* _Aim of the task_:
Look for the line containing "l'Aiglon - Aiglonlaan</b>" in the entries below, then print that line and all that follow it exactly.

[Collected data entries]

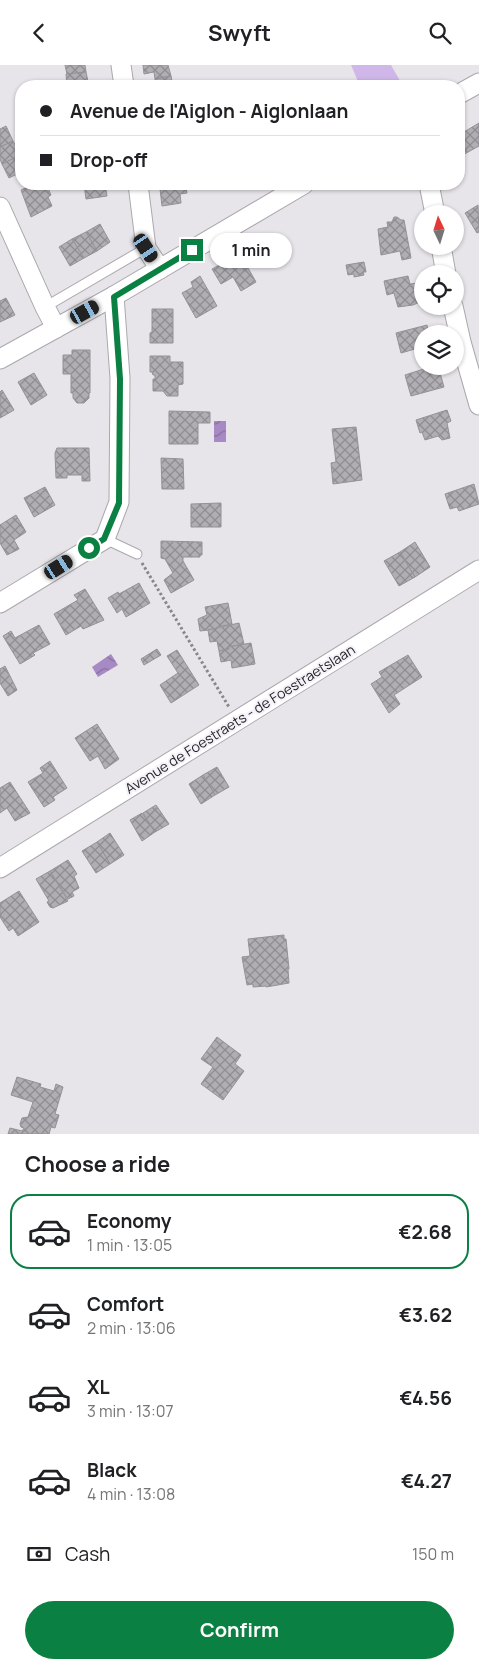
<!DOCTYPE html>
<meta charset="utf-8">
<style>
body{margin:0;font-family:Manrope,sans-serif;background:#f6f6f6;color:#202124;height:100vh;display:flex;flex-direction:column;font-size:19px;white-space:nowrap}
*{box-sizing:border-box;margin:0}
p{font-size:16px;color:#757577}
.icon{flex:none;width:28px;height:28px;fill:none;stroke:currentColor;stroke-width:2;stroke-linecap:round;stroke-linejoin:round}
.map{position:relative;height:1069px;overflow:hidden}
.drawer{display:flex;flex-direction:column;background:#fff;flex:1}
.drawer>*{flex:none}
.banner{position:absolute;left:15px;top:15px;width:450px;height:110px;border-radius:20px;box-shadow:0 1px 4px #0004;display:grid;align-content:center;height:110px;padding:0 25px;background:#fff}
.needle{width:32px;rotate:356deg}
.buttons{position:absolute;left:414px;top:140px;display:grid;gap:10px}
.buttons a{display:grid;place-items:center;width:50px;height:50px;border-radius:50%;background:#fff;box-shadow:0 1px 4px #0004;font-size:25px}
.end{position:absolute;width:22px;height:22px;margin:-11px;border:6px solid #0b8043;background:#fff;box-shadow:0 0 0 2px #fff}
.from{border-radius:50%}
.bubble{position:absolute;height:35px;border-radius:18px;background:#fff;box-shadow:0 1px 4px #0004;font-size:16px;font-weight:700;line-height:35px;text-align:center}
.car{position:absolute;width:15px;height:30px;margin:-15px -8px;border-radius:6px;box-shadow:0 0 4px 1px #0007;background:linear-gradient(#222 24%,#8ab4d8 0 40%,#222 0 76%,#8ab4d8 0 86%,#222 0)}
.banner b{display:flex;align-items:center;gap:18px;height:48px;font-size:19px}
.banner b+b{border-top:1px solid #e0e0e0}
.banner i{width:12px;height:12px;background:#202124}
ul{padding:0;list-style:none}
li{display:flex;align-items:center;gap:15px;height:75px;margin:0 10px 8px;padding:0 15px;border:2px solid transparent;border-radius:20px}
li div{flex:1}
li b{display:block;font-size:19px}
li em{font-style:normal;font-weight:700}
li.selected{border-color:#0b8043}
li>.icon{width:45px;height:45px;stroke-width:1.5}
h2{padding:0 25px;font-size:22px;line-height:60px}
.pay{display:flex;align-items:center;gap:12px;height:55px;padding:0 25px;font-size:19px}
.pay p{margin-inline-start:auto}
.cta{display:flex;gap:10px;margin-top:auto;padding:10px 25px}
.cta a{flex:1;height:58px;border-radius:30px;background:#0b8043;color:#fff;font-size:20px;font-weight:700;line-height:58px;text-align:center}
header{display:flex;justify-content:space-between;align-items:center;height:65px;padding:0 25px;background:#fff;font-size:22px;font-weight:700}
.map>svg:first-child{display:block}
.green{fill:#d0b7e9}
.water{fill:url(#water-waves)}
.building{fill:url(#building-cross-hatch);stroke:#949297}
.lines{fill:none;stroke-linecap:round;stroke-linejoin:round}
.service-casing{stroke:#aaa8ad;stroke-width:11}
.minor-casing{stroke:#aaa8ad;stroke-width:21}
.path{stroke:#88868a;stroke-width:3;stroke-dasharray:2.5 2.5;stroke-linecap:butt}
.service{stroke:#fff;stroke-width:9}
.minor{stroke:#fff;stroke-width:19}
.route{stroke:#0b8043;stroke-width:6}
.labels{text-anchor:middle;stroke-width:4;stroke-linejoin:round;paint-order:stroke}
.street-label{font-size:14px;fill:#201f21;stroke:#f4f1f8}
</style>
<header><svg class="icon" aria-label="back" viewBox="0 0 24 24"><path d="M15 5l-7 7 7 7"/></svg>Swyft<svg class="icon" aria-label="search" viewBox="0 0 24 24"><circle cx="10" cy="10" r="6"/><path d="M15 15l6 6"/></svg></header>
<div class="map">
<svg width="479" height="1069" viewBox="0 0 479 1069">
<defs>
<pattern id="water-waves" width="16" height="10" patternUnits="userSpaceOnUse" patternTransform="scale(1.25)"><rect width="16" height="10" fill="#a78ac4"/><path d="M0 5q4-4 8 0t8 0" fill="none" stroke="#88709f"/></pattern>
<pattern id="building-cross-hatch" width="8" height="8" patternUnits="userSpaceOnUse" patternTransform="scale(1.25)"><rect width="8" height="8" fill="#b0aeb3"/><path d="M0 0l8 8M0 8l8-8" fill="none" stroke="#8f8d91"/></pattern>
</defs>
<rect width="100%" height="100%" fill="#e7e4ea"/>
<path class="green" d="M351,0h40l12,21h-43z"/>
<g class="water">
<rect x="214" y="356" width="12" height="21"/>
<path d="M111,589l7,11 -20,12 -6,-10z"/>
</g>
<g class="building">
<path d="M65,0h20l1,7 -19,2z"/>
<path d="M143,0h25l3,11 -16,3 -1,-7 -10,2z"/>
<path d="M86,7l3,14h-22l-1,-12z"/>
<path d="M171,11l2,10h-17l-1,-7z"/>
<path d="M479,58v23l-20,11v-22z"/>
<path d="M6,61l7,15 -13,6v-18z"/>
<path d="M13,76l8,14 -19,9 -2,-5v-12z"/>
<path d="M21,90v17l-12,6 -7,-14z"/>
<path d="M34,119h12l5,11 -3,2 4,9 -21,11 -10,-27z"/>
<path d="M84,119h21l2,12 -21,3z"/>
<path d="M156,119h29l2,9 -7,1 1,9 -19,3 -2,-17h-3z"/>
<path d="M478,140l1,27 -2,1 -12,-20z"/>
<path d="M394,152h3l4,3h3l7,38 -9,2 -2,-9 -19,4 -3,-26 10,-2 -1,-5h5z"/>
<path d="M100,159l10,18 -13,9 -11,-19z"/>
<path d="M86,167l11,19 -13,7 -12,-19z"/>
<path d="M72,174l12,19 -14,8 -11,-19z"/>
<path d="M240,189l16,28 -15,9 -8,-14 -12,7 -9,-15z"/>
<path d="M364,197l2,10h-3l1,3 -10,2v-3l-6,1 -2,-10z"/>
<path d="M200,211l17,30 -21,12 -14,-25 11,-6 -2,-5z"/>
<path d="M408,211l2,8 8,-1 4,18 -9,4 -15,2 -4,-14 -7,2 -3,-14z"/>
<path d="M6,233l9,17 -15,7v-21z"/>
<path d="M152,244h21v34h-23v-10l2,-1z"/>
<path d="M427,260l2,9h-7v13l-21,6 -5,-20z"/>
<path d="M72,285h18v43h-1v5l-5,5h-7l-4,-5v-5h-2v-19h-8v-19h9z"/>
<path d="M150,291h20v6h13v22l-5,1v11h-11l-4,-5h-10v-12h2v-4h-2l-1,-3h-2z"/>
<path d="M433,301h5l6,21 -33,9 -6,-21z"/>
<path d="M34,308l13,22 -16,10 -13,-23z"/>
<path d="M2,325l12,20 -14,8v-26z"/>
<path d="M447,345l4,11 -4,2 3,15 -8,2 -4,-4 -13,4 -3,-8 -2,1 -4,-13z"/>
<path d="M169,346l41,1v11h-12v21h-29z"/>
<path d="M356,362l6,53 -29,4 -2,-21 5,-1 -4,-33z"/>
<path d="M57,383h32l1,33h-8v-6h-15v3h-11l-1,-25z"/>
<path d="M161,393l22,1 1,30h-22z"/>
<path d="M474,419l5,20 -20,7 -2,-4 -7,2 -5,-15z"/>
<path d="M45,422l10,18 -21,12 -10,-19z"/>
<path d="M221,438v24h-30v-23z"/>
<path d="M16,450l10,17 -12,8 5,9 -12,6 -7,-12v-18z"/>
<path d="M161,476l41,1v13h-2v2h-17v4l11,19 -23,13 -7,-13 9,-7 -8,-14 -4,-1z"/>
<path d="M415,477l15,25 -15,10 -15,-25z"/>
<path d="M400,487l15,25 -16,9 -15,-25z"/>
<path d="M139,518l11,20 -24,14 -4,-8 -5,4 -9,-15 10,-6 1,2z"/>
<path d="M85,524l19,31 -21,9 -2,-3 -15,9 -12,-21 24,-14 -4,-5z"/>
<path d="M228,538l4,21 -15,3v2l-17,2 -2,-12 9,-4 -2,-8z"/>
<path d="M239,558l5,21 -16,3 1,2 -10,2 -2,-10 -7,1 -2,-12z"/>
<path d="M39,560l11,19 -17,9 2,2 -15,9 -17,-28 8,-5 4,7z"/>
<path d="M251,578l4,21 -23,4 -1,-8 -10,2 -2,-11 10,-2 -1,-2z"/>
<path d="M157,584l4,6 -17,10 -3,-6z"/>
<path d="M177,585l22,35 -28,18 -11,-18 18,-12 -11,-17z"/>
<path d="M408,590l14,22 -28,18 6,9 -11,9 -18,-29 11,-7 -3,-5z"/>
<path d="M5,601l12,24 -9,6 -8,-13v-14z"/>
<path d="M97,659l22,35 -14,10 -7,-13 -8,5 -15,-23z"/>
<path d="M50,696l17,27 -14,9 2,3 -11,7 -16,-25 15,-9 -3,-5z"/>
<path d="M217,702l12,20 -14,8 -12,-20z"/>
<path d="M203,710l12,20 -14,9 -12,-20z"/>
<path d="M10,717l20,31 -15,8 -8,-13 -7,5v-25z"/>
<path d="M156,740l13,19 -14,8 -12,-19z"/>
<path d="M142,748l13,19 -13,9 -12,-21z"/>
<path d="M110,768l14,22 -14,9 -13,-22z"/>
<path d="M97,777l13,22 -14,9 -14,-22z"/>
<path d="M68,795l9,14 -3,2 5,12 -7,4 2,4 -6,3 -18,-28z"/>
<path d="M50,806l18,30 -15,7 -3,-1 -3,-5 2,-1 -13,-22z"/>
<path d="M19,826l20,31 -21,14 -5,-8 -4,3 -9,-14v-14z"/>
<path d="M284,870v4h2l3,30h-1l1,14 -23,4v-1l-13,1v-3l-6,1 -5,-28 8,-1 -2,-17z"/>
<path d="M217,972l24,18 -6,9 9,7 -21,29 -22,-16 12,-17 -12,-8z"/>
<path d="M17,1012l24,7 -1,3 14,4 2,-7 7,3 -8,27 4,1 -4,13 -4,-1 -2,7h-41l2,-6 12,3 2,-3 -3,-1 -1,-3 2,-6 6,-1 5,-15 -22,-7z"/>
</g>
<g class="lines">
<g class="service-casing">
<g id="service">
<path d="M45,242l101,-59"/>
<path d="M105,474l32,15"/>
</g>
</g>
<g class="minor-casing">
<g id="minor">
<path d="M121,0l3,21"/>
<path d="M459,29l20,-11"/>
<path d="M138,119l8,64 14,21"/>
<path d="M429,119l6,30"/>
<path d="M0,142l45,100 11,21"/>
<path d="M441,181l5,28"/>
<path d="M453,241l8,36 18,63"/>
<path d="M0,294l114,-63 190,-112"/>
<path d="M0,538l105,-64 14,-37 1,-124 -6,-82"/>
<path d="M0,803l479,-298"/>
</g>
</g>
<path class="path" d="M142,498l87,144"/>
<use href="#service" class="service"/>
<use href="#minor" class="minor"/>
</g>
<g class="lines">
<path class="route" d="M89,483l15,-9 15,-36 1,-124 -6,-82 78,-47"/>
</g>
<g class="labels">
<g class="street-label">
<text transform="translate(240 654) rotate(-32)" y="5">Avenue de Foestraets - de Foestraetslaan</text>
</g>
</g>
</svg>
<div class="buttons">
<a><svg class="needle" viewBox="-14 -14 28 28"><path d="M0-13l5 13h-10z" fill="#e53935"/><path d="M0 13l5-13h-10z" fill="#757577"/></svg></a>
<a><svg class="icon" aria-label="locate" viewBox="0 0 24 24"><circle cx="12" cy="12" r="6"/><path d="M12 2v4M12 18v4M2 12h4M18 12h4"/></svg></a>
<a><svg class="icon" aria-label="layers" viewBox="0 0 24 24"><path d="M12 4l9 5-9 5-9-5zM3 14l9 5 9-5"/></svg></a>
</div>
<i class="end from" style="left:89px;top:483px"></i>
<i class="end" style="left:192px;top:185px"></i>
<div class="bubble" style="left:210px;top:168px;width:82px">1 min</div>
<i class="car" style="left:146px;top:183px;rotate:147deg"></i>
<i class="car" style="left:85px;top:247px;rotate:61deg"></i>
<i class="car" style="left:59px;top:502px;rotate:58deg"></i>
<div class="banner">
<b><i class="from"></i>Avenue de l'Aiglon - Aiglonlaan</b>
<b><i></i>Drop-off</b>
</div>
</div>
<section class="drawer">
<h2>Choose a ride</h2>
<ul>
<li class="selected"><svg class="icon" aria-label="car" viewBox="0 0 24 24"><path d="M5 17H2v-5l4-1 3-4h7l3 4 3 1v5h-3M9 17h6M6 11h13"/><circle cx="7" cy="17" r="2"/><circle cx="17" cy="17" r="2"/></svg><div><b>Economy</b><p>1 min · 13:05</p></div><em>€2.68</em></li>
<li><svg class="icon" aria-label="car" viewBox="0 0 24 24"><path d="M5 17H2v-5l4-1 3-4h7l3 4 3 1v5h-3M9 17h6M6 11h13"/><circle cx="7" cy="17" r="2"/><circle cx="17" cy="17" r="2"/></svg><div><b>Comfort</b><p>2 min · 13:06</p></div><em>€3.62</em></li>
<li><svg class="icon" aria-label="car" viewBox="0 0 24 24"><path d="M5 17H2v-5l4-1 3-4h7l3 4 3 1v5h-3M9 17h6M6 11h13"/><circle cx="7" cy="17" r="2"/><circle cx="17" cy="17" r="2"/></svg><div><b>XL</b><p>3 min · 13:07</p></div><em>€4.56</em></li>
<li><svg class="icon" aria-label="car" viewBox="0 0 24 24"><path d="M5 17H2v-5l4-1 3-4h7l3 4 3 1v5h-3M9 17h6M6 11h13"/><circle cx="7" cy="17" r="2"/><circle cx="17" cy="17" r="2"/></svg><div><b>Black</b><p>4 min · 13:08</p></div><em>€4.27</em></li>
</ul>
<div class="pay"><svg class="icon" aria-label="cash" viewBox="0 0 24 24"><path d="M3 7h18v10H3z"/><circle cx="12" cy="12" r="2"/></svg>Cash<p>150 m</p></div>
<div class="cta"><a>Confirm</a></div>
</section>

* _Answer space_:
<b><i class="from"></i>Avenue de l'Aiglon - Aiglonlaan</b>
<b><i></i>Drop-off</b>
</div>
</div>
<section class="drawer">
<h2>Choose a ride</h2>
<ul>
<li class="selected"><svg class="icon" aria-label="car" viewBox="0 0 24 24"><path d="M5 17H2v-5l4-1 3-4h7l3 4 3 1v5h-3M9 17h6M6 11h13"/><circle cx="7" cy="17" r="2"/><circle cx="17" cy="17" r="2"/></svg><div><b>Economy</b><p>1 min · 13:05</p></div><em>€2.68</em></li>
<li><svg class="icon" aria-label="car" viewBox="0 0 24 24"><path d="M5 17H2v-5l4-1 3-4h7l3 4 3 1v5h-3M9 17h6M6 11h13"/><circle cx="7" cy="17" r="2"/><circle cx="17" cy="17" r="2"/></svg><div><b>Comfort</b><p>2 min · 13:06</p></div><em>€3.62</em></li>
<li><svg class="icon" aria-label="car" viewBox="0 0 24 24"><path d="M5 17H2v-5l4-1 3-4h7l3 4 3 1v5h-3M9 17h6M6 11h13"/><circle cx="7" cy="17" r="2"/><circle cx="17" cy="17" r="2"/></svg><div><b>XL</b><p>3 min · 13:07</p></div><em>€4.56</em></li>
<li><svg class="icon" aria-label="car" viewBox="0 0 24 24"><path d="M5 17H2v-5l4-1 3-4h7l3 4 3 1v5h-3M9 17h6M6 11h13"/><circle cx="7" cy="17" r="2"/><circle cx="17" cy="17" r="2"/></svg><div><b>Black</b><p>4 min · 13:08</p></div><em>€4.27</em></li>
</ul>
<div class="pay"><svg class="icon" aria-label="cash" viewBox="0 0 24 24"><path d="M3 7h18v10H3z"/><circle cx="12" cy="12" r="2"/></svg>Cash<p>150 m</p></div>
<div class="cta"><a>Confirm</a></div>
</section>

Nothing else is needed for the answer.